### Recorded information

↓

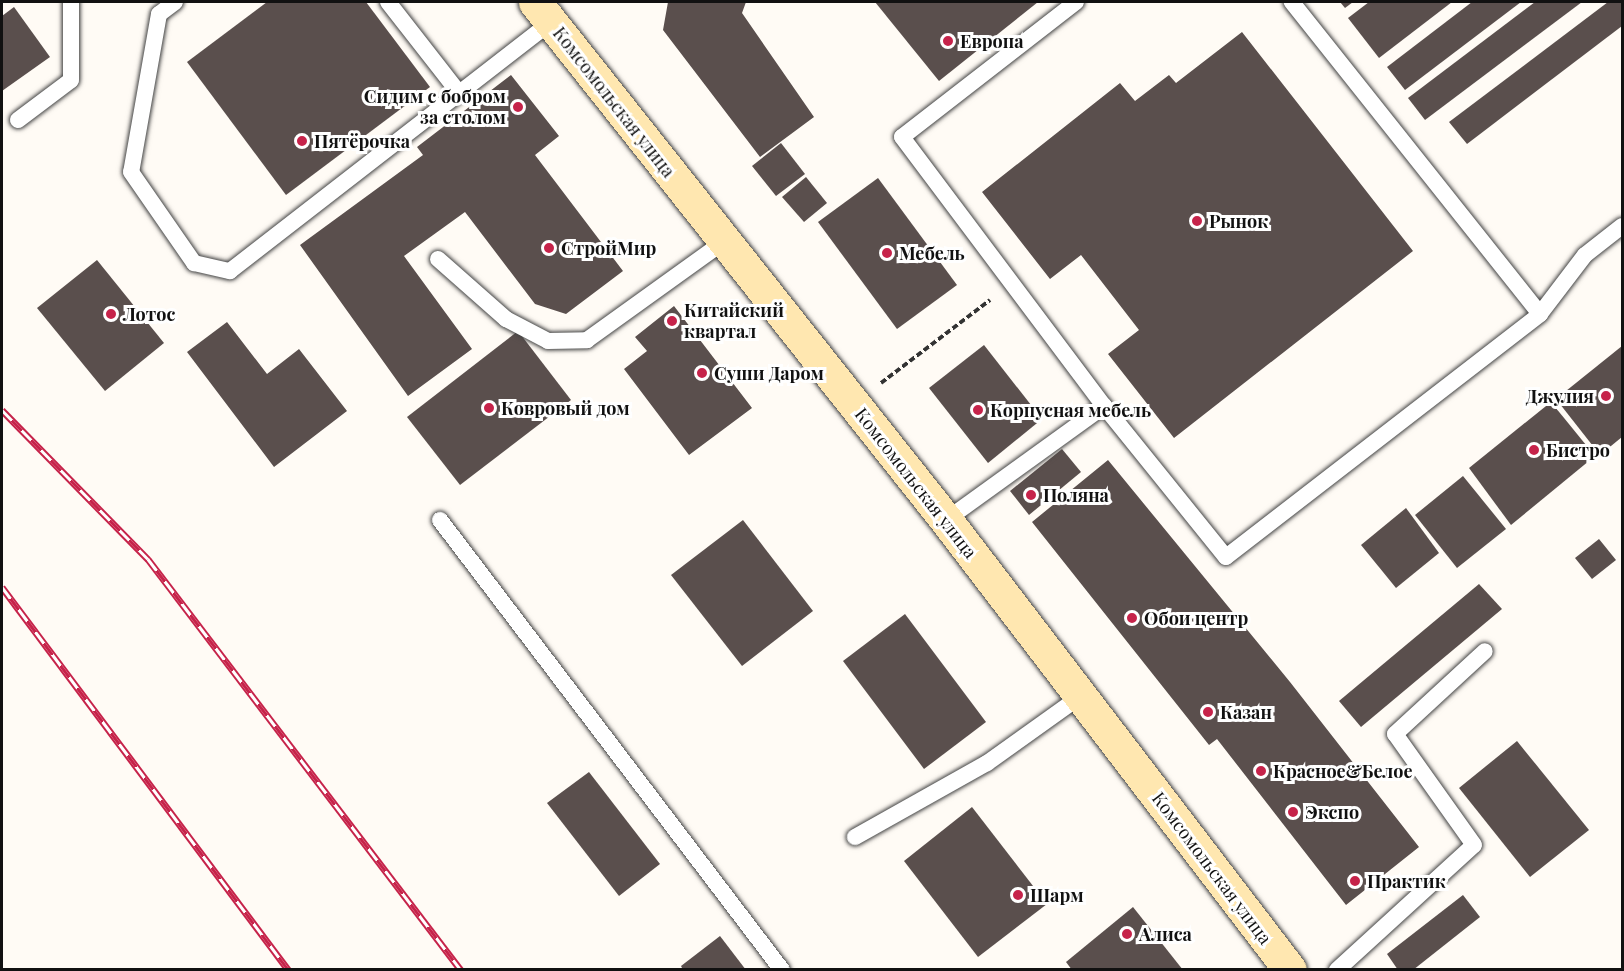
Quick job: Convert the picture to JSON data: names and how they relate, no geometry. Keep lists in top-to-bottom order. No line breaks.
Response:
{"streets":{"main road":["Комсомольская улица"]},"places":["Европа","Сидим с бобром за столом","Пятёрочка","Рынок","СтройМир","Мебель","Лотос","Китайский квартал","Суши Даром","Джулия","Ковровый дом","Корпусная мебель","Бистро","Поляна","Обои центр","Казан","Красное&Белое","Экспо","Практик","Шарм","Алиса"]}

↑

### Work to be completed
When you repeat the material above, keep every word exact and leave out the pictures.

### Expected output
Quick job: Convert the picture to JSON data: names and how they relate, no geometry. Keep lists in top-to-bottom order. No line breaks.
Response:
{"streets":{"main road":["Комсомольская улица"]},"places":["Европа","Сидим с бобром за столом","Пятёрочка","Рынок","СтройМир","Мебель","Лотос","Китайский квартал","Суши Даром","Джулия","Ковровый дом","Корпусная мебель","Бистро","Поляна","Обои центр","Казан","Красное&Белое","Экспо","Практик","Шарм","Алиса"]}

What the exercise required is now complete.